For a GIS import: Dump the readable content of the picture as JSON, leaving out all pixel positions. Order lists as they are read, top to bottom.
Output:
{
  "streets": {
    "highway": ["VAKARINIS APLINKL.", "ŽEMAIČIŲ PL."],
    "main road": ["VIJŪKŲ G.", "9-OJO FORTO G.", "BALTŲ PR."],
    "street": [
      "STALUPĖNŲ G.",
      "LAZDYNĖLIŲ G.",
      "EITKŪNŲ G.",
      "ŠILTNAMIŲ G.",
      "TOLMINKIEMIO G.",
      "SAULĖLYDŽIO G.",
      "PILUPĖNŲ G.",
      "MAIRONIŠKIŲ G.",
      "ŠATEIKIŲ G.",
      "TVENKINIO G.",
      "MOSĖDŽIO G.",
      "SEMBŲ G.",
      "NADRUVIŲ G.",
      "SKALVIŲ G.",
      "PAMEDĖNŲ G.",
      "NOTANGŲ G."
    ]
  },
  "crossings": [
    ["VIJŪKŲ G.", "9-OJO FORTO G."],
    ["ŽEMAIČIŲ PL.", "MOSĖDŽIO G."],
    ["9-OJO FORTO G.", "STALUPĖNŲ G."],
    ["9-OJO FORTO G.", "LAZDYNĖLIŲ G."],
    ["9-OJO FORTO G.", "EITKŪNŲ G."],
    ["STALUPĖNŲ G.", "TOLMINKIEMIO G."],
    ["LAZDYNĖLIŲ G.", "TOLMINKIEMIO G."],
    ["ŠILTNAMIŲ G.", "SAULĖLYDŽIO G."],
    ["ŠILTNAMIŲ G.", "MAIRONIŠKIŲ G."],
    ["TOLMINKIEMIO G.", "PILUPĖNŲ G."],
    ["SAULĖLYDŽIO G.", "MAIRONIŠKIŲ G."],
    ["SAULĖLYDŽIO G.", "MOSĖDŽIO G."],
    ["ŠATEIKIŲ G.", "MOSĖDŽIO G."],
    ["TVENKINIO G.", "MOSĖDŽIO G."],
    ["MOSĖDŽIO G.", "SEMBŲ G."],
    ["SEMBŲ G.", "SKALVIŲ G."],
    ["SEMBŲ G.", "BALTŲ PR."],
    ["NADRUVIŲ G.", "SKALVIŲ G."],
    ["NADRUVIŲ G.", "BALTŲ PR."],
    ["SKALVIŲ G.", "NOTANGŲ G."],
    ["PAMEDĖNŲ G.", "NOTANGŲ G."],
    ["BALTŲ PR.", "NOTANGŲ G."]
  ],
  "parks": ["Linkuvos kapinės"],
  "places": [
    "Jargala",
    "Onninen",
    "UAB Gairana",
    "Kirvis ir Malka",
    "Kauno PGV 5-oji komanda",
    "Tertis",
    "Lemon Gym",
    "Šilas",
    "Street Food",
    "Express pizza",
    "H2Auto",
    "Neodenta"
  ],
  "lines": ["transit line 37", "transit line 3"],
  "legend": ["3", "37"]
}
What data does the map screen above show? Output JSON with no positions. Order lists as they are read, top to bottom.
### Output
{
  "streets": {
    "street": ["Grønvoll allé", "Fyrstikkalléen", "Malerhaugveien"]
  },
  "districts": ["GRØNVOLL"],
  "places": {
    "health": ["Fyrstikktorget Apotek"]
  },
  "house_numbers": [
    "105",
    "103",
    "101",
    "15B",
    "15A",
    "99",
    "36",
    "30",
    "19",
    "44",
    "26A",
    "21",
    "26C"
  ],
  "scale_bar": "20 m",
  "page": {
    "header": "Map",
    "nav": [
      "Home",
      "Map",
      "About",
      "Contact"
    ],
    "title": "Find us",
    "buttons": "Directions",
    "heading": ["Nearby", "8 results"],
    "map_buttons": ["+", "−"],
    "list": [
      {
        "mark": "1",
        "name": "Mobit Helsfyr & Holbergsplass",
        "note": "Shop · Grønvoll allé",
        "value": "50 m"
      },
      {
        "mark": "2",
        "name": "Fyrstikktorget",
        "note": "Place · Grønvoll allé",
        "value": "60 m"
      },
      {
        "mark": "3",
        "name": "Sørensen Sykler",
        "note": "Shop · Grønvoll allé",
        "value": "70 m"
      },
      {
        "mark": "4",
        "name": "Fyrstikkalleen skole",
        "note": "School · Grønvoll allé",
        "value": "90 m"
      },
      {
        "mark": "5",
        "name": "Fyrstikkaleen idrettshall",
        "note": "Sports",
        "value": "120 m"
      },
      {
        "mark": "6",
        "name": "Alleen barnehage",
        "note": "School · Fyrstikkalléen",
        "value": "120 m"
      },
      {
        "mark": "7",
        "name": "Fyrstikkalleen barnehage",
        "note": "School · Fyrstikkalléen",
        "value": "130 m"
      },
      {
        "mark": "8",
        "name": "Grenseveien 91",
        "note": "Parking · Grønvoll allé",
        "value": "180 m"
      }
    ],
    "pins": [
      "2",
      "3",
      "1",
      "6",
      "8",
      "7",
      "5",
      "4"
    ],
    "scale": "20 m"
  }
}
=-=-=-=-=
TASK ITEM
The line with "What data does" is the last to include; transcribe exactly every line from the top of the material above down to it.

ANSWER SPACE
For a GIS import: Dump the readable content of the picture as JSON, leaving out all pixel positions. Order lists as they are read, top to bottom.
Output:
{
  "streets": {
    "highway": ["VAKARINIS APLINKL.", "ŽEMAIČIŲ PL."],
    "main road": ["VIJŪKŲ G.", "9-OJO FORTO G.", "BALTŲ PR."],
    "street": [
      "STALUPĖNŲ G.",
      "LAZDYNĖLIŲ G.",
      "EITKŪNŲ G.",
      "ŠILTNAMIŲ G.",
      "TOLMINKIEMIO G.",
      "SAULĖLYDŽIO G.",
      "PILUPĖNŲ G.",
      "MAIRONIŠKIŲ G.",
      "ŠATEIKIŲ G.",
      "TVENKINIO G.",
      "MOSĖDŽIO G.",
      "SEMBŲ G.",
      "NADRUVIŲ G.",
      "SKALVIŲ G.",
      "PAMEDĖNŲ G.",
      "NOTANGŲ G."
    ]
  },
  "crossings": [
    ["VIJŪKŲ G.", "9-OJO FORTO G."],
    ["ŽEMAIČIŲ PL.", "MOSĖDŽIO G."],
    ["9-OJO FORTO G.", "STALUPĖNŲ G."],
    ["9-OJO FORTO G.", "LAZDYNĖLIŲ G."],
    ["9-OJO FORTO G.", "EITKŪNŲ G."],
    ["STALUPĖNŲ G.", "TOLMINKIEMIO G."],
    ["LAZDYNĖLIŲ G.", "TOLMINKIEMIO G."],
    ["ŠILTNAMIŲ G.", "SAULĖLYDŽIO G."],
    ["ŠILTNAMIŲ G.", "MAIRONIŠKIŲ G."],
    ["TOLMINKIEMIO G.", "PILUPĖNŲ G."],
    ["SAULĖLYDŽIO G.", "MAIRONIŠKIŲ G."],
    ["SAULĖLYDŽIO G.", "MOSĖDŽIO G."],
    ["ŠATEIKIŲ G.", "MOSĖDŽIO G."],
    ["TVENKINIO G.", "MOSĖDŽIO G."],
    ["MOSĖDŽIO G.", "SEMBŲ G."],
    ["SEMBŲ G.", "SKALVIŲ G."],
    ["SEMBŲ G.", "BALTŲ PR."],
    ["NADRUVIŲ G.", "SKALVIŲ G."],
    ["NADRUVIŲ G.", "BALTŲ PR."],
    ["SKALVIŲ G.", "NOTANGŲ G."],
    ["PAMEDĖNŲ G.", "NOTANGŲ G."],
    ["BALTŲ PR.", "NOTANGŲ G."]
  ],
  "parks": ["Linkuvos kapinės"],
  "places": [
    "Jargala",
    "Onninen",
    "UAB Gairana",
    "Kirvis ir Malka",
    "Kauno PGV 5-oji komanda",
    "Tertis",
    "Lemon Gym",
    "Šilas",
    "Street Food",
    "Express pizza",
    "H2Auto",
    "Neodenta"
  ],
  "lines": ["transit line 37", "transit line 3"],
  "legend": ["3", "37"]
}
What data does the map screen above show? Output JSON with no positions. Order lists as they are read, top to bottom.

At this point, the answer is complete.